From the first line of the data through the line containing "[146,1215,770,248,915,12]", transcribe each line exactly. Pictures do not belong in the copy.

Stored data -
- - - -
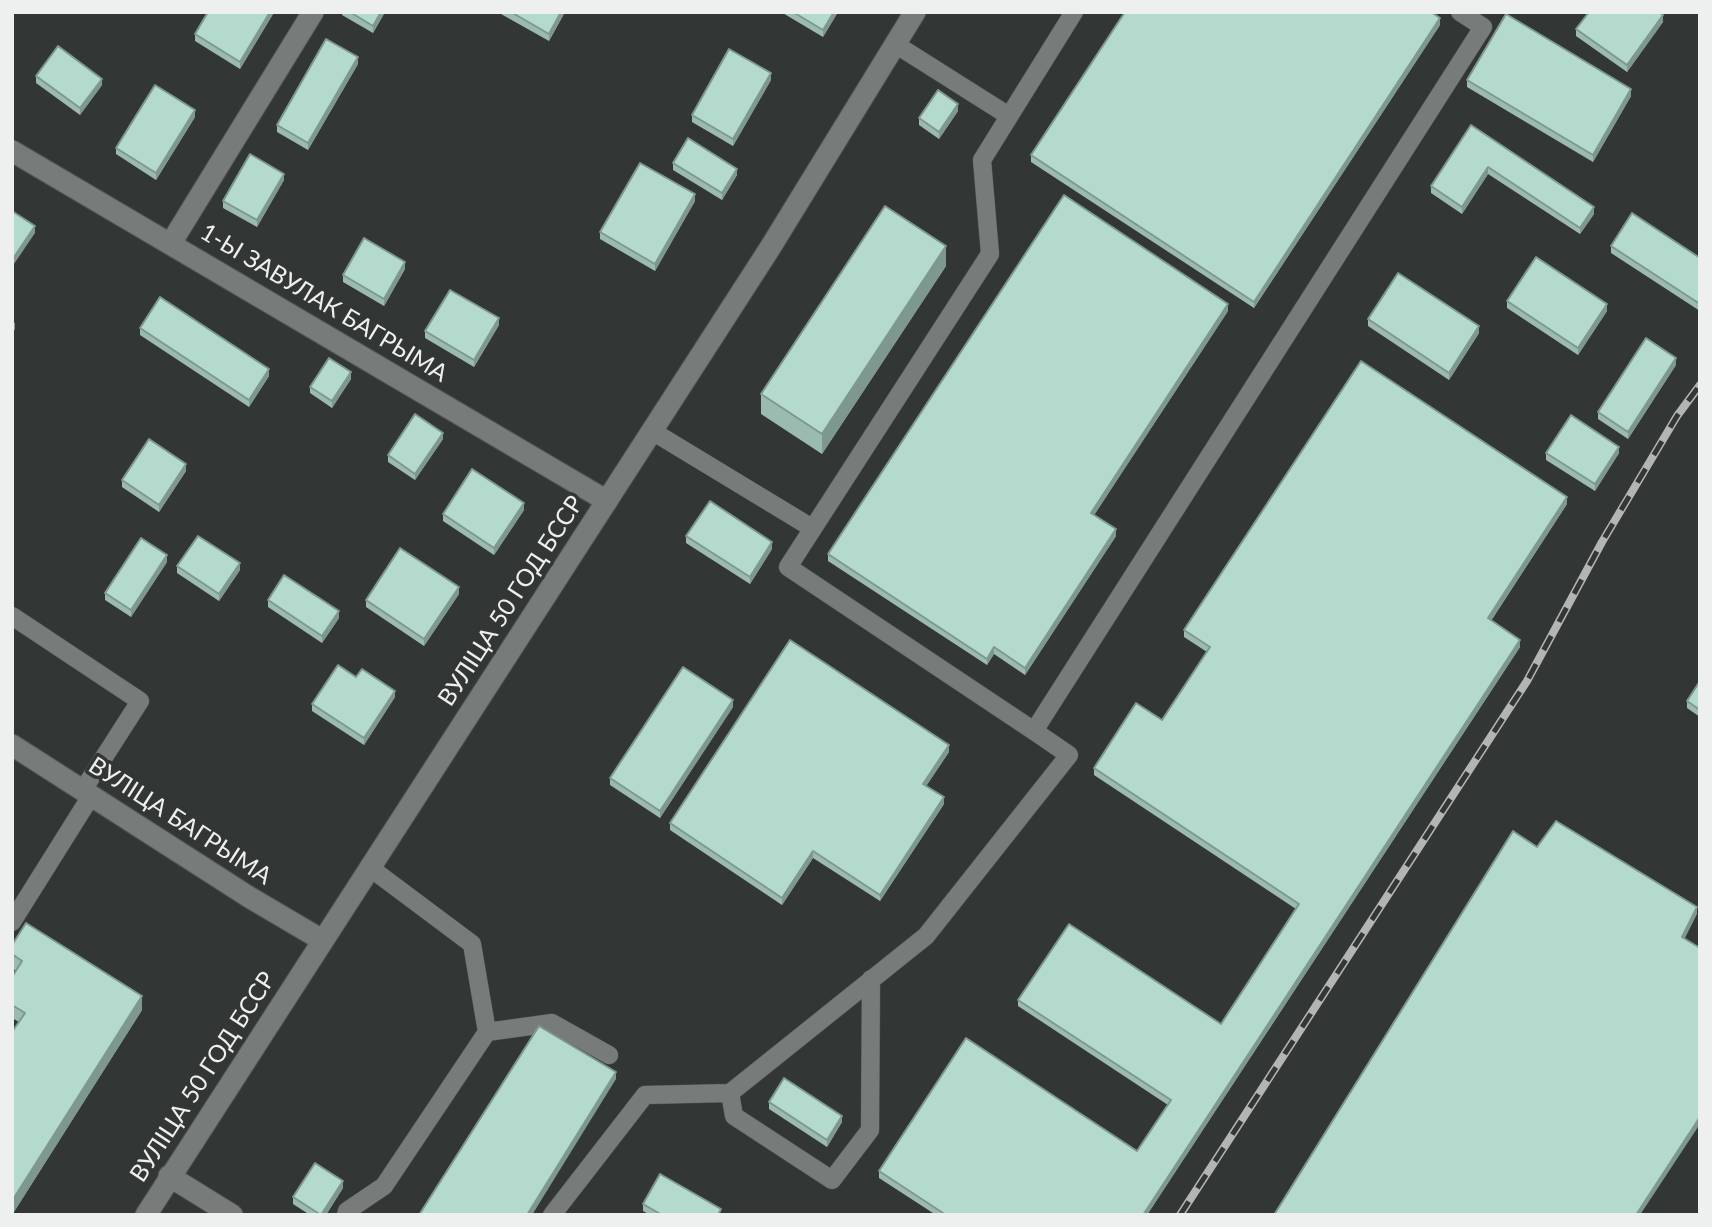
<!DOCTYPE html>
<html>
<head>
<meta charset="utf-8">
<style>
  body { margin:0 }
  #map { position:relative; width:1712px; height:1227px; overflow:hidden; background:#323635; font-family:Lato,sans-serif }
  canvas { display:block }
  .frame { position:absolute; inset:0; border:14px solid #eef0ef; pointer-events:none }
</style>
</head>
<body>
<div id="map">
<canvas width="1712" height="1227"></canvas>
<div class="frame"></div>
</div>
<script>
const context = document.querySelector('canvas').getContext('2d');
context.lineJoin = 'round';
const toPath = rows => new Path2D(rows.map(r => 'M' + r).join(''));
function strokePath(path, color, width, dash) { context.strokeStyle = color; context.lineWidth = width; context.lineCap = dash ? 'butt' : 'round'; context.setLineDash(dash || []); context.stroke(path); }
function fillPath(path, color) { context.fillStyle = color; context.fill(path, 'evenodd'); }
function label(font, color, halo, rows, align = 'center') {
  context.font = font + ' Lato,sans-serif'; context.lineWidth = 7; context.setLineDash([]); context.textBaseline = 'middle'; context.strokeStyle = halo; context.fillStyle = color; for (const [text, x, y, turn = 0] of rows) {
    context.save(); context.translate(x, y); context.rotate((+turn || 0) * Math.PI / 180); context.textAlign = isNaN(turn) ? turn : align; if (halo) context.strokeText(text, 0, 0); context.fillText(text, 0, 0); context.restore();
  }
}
const service = toPath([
  [1074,12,982,160,990,254,788,567,1034,731,1483,27,1460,12],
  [895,44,1009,116],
  [652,431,812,528],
  [12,616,140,701,83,790],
  [369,867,472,944,487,1032],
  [12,922,91,796],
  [730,1093,734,1116,832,1180,870,1130,871,979],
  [346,1215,347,1211,384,1186,487,1032,552,1023,609,1055],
  [552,1215,645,1095,730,1093,926,936,1069,755,1034,731]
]);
const minor = toPath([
  [12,151,607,501],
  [171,243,313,12],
  [169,1176,232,1215]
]);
const tertiary = toPath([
  [12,745,249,897,322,940]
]);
const secondary = toPath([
  [146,1215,770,248,915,12]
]);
strokePath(service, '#515553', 19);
strokePath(minor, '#515553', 23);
strokePath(tertiary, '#515553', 23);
strokePath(secondary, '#515553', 23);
strokePath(service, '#777c7a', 18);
strokePath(minor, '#777c7a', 21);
strokePath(tertiary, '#777c7a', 21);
strokePath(secondary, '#777c7a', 21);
const rail = toPath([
  [1180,1215,1527,681,1602,542,1677,416,1700,385]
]);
strokePath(rail, '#b2b5b4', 8);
strokePath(rail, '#323635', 5, [16]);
fillPath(toPath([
  [273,12,273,14,240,69,195,41,195,34],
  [342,12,385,12,373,33,342,15],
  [501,12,565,12,549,41,501,14],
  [781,12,838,12,823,37],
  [1663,22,1627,72,1576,36,1576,29],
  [1440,25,1254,308,1031,162,1031,155],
  [358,64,308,150,277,132,277,125],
  [36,76,102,85,80,115,36,83],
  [771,80,733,146,692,122,692,115],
  [1467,80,1631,96,1593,162,1467,87],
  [958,111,939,139,919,125,919,118],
  [195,117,156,180,116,154,116,148],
  [1471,125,1594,214,1580,234,1488,174,1462,214,1431,193,1431,186],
  [673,163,737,175,722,200,673,170],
  [284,180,257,227,223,208,223,201],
  [695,201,655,271,600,239,600,232],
  [1611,246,1700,258,1700,311,1611,253],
  [946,266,822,454,761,414,761,394],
  [405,269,384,306,343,282,343,275],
  [1507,301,1607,311,1578,355,1507,308],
  [1228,311,1094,515,1116,536,1025,675,994,654,987,665,828,561,828,554],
  [1368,319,1479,333,1449,380,1368,326],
  [499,325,474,367,425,338,425,331],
  [140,328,269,376,249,407,140,335],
  [1676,365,1628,439,1598,419,1598,412],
  [351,379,332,408,310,393,310,387],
  [443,439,415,480,388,462,388,455],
  [1546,453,1619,453,1595,491,1546,460],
  [186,471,159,512,122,487,122,480],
  [1567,504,1491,621,1520,647,1147,1215,936,1215,879,1178,879,1171,1137,1151,1168,1105,1018,1006,1018,1000,1221,1024,1296,909,1094,775,1094,768,1162,720,1207,652,1184,637,1184,630],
  [524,510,494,555,443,521,443,514],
  [686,536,772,549,750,584,686,543],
  [167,562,131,617,105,600,105,593],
  [177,566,240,570,219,601,177,573],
  [459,594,424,646,366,607,366,600],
  [268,600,339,618,322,643,268,607],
  [356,677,395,697,364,745,312,711,312,704],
  [1700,681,1700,717,1687,708,1687,701],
  [733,707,660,818,610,785,610,778],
  [949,752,926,786,944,804,880,901,813,858,782,905,670,830,670,823],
  [12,945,142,1010,12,1215,12,1032,19,1022,12,1018,12,977,16,971,12,968],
  [769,1102,842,1122,827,1147,769,1109],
  [343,1188,326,1215,310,1215,293,1204,293,1197],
  [643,1204,721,1215,650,1215,643,1211]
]), '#9bbbb0');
fillPath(toPath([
  [270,12,273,12,273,14,240,69,240,62],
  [381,12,385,12,373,33,373,26],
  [561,12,565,12,549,41,549,34],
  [834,12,838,12,823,37,823,30],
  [1663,15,1663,22,1627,72,1627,65],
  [1440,18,1440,25,1254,308,1254,302],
  [358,57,358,64,308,150,308,143],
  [771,73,771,80,733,146,733,139],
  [102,79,102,85,80,115,80,108],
  [1631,89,1631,96,1593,162,1593,155],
  [958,104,958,111,939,139,939,132],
  [195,110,195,117,156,180,156,173],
  [1488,167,1488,174,1462,214,1462,207],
  [737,169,737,175,722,200,722,193],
  [284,174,284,180,257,227,257,220],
  [695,194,695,201,655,271,655,264],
  [1594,207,1594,214,1580,234,1580,228],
  [35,226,35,233,12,267,12,260],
  [946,246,946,266,822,454,822,434],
  [405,262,405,269,384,306,384,299],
  [1228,304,1228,311,1091,520,1091,513],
  [1607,304,1607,311,1578,355,1578,348],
  [499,318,499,325,474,367,474,360],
  [15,322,15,329,12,334,12,327],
  [1479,326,1479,333,1449,380,1449,373],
  [1676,358,1676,365,1628,439,1628,432],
  [269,369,269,376,249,407,249,400],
  [351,372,351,379,332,408,332,401],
  [443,433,443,439,415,480,415,474],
  [1619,447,1619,453,1595,491,1595,484],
  [186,464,186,471,159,512,159,505],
  [1567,497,1567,504,1488,625,1488,618],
  [524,503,524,510,494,555,494,548],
  [1116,529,1116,536,1025,675,1025,668],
  [772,542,772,549,750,584,750,577],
  [167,555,167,562,131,617,131,610],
  [240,563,240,570,219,601,219,594],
  [459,587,459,594,424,646,424,639],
  [339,611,339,618,322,643,322,636],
  [1520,640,1520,647,1147,1215,1143,1215],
  [994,647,994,654,987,665,987,659],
  [395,691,395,697,364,745,364,738],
  [733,700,733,707,660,818,660,811],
  [949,745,949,752,923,791,923,784],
  [944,797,944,804,880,901,880,895],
  [813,851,813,858,782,905,782,898],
  [1697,907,1697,914,1682,944,1682,937],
  [142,996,142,1010,12,1215,12,1201],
  [616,1072,616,1079,532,1215,527,1215],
  [842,1116,842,1122,827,1147,827,1140],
  [1700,1117,1700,1124,1640,1215,1636,1215],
  [343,1181,343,1188,326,1215,321,1215]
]), '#7e9890');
const building = toPath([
  [208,12,270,12,240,62,195,34,208,12],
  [350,12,381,12,373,26,350,12],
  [511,12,561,12,549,34,511,12],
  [793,12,834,12,823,30,793,12],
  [1125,12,1431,12,1440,18,1254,302,1031,155,1125,12],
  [1589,12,1659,12,1663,15,1627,65,1576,29,1589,12],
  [1506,14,1631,89,1593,155,1467,80,1506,14],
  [326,39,358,57,308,143,277,125,326,39],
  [58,46,102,79,80,108,36,76,58,46],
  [729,49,771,73,733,139,692,115,729,49],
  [155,85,195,110,156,173,116,148,155,85],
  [938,90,958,104,939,132,919,118,938,90],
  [1471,125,1594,207,1580,228,1488,167,1462,207,1431,186,1471,125],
  [688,138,737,169,722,193,673,163,688,138],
  [250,154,284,174,257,220,223,201,250,154],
  [640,163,695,194,655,264,600,232,640,163],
  [1064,195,1228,304,1091,513,1116,529,1025,668,994,647,987,659,828,554,1064,195],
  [885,206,946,246,822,434,761,394,885,206],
  [12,211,35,226,12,260,12,211],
  [1632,213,1700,258,1700,304,1611,246,1632,213],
  [364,238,405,262,384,299,343,275,364,238],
  [1536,257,1607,304,1578,348,1507,301,1536,257],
  [1398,273,1479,326,1449,373,1368,319,1398,273],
  [450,290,499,318,474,360,425,331,450,290],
  [160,297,269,369,249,400,140,328,160,297],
  [1646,338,1676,358,1628,432,1598,412,1646,338],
  [329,358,351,372,332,401,310,387,329,358],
  [1361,361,1567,497,1488,618,1520,640,1143,1215,946,1215,879,1171,966,1038,1137,1151,1171,1100,1018,1000,1069,924,1221,1024,1299,904,1094,768,1136,703,1162,720,1210,647,1184,630,1361,361],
  [415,414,443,433,415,474,388,455,415,414],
  [1571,415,1619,447,1595,484,1546,453,1571,415],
  [149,439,186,464,159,505,122,480,149,439],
  [472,469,524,503,494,548,443,514,472,469],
  [710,501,772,542,750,577,686,536,710,501],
  [198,536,240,563,219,594,177,566,198,536],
  [141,538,167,555,131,610,105,593,141,538],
  [400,548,459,587,424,639,366,600,400,548],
  [284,575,339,611,322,636,268,600,284,575],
  [790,640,949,745,923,784,944,797,880,895,813,851,782,898,670,823,790,640],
  [338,665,356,677,362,669,395,691,364,738,312,704,338,665],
  [683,667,733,700,660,811,610,778,683,667],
  [1700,681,1700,710,1687,701,1700,681],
  [1556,821,1697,907,1682,937,1700,948,1700,1117,1636,1215,1274,1215,1513,831,1537,847,1556,821],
  [26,923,142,996,12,1201,12,1032,25,1013,12,1005,12,977,22,961,12,954,12,945,26,923],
  [539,1026,616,1072,527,1215,419,1215,539,1026],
  [784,1078,842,1116,827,1140,769,1102,784,1078],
  [315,1163,343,1181,321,1215,293,1197,315,1163],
  [660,1174,721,1209,718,1215,662,1215,643,1204,660,1174]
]);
fillPath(building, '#b4d9cd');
strokePath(building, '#7e9890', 2);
label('24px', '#eef0ef', '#323635', [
  ["1-Ы ЗАВУЛАК БАГРЫМА",324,303,31],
  ["ВУЛІЦА 50 ГОД БССР",511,601,-57],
  ["ВУЛІЦА БАГРЫМА",180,821,33],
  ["ВУЛІЦА 50 ГОД БССР",203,1077,-57]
]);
</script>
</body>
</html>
- - - -
Task output -
<!DOCTYPE html>
<html>
<head>
<meta charset="utf-8">
<style>
  body { margin:0 }
  #map { position:relative; width:1712px; height:1227px; overflow:hidden; background:#323635; font-family:Lato,sans-serif }
  canvas { display:block }
  .frame { position:absolute; inset:0; border:14px solid #eef0ef; pointer-events:none }
</style>
</head>
<body>
<div id="map">
<canvas width="1712" height="1227"></canvas>
<div class="frame"></div>
</div>
<script>
const context = document.querySelector('canvas').getContext('2d');
context.lineJoin = 'round';
const toPath = rows => new Path2D(rows.map(r => 'M' + r).join(''));
function strokePath(path, color, width, dash) { context.strokeStyle = color; context.lineWidth = width; context.lineCap = dash ? 'butt' : 'round'; context.setLineDash(dash || []); context.stroke(path); }
function fillPath(path, color) { context.fillStyle = color; context.fill(path, 'evenodd'); }
function label(font, color, halo, rows, align = 'center') {
  context.font = font + ' Lato,sans-serif'; context.lineWidth = 7; context.setLineDash([]); context.textBaseline = 'middle'; context.strokeStyle = halo; context.fillStyle = color; for (const [text, x, y, turn = 0] of rows) {
    context.save(); context.translate(x, y); context.rotate((+turn || 0) * Math.PI / 180); context.textAlign = isNaN(turn) ? turn : align; if (halo) context.strokeText(text, 0, 0); context.fillText(text, 0, 0); context.restore();
  }
}
const service = toPath([
  [1074,12,982,160,990,254,788,567,1034,731,1483,27,1460,12],
  [895,44,1009,116],
  [652,431,812,528],
  [12,616,140,701,83,790],
  [369,867,472,944,487,1032],
  [12,922,91,796],
  [730,1093,734,1116,832,1180,870,1130,871,979],
  [346,1215,347,1211,384,1186,487,1032,552,1023,609,1055],
  [552,1215,645,1095,730,1093,926,936,1069,755,1034,731]
]);
const minor = toPath([
  [12,151,607,501],
  [171,243,313,12],
  [169,1176,232,1215]
]);
const tertiary = toPath([
  [12,745,249,897,322,940]
]);
const secondary = toPath([
  [146,1215,770,248,915,12]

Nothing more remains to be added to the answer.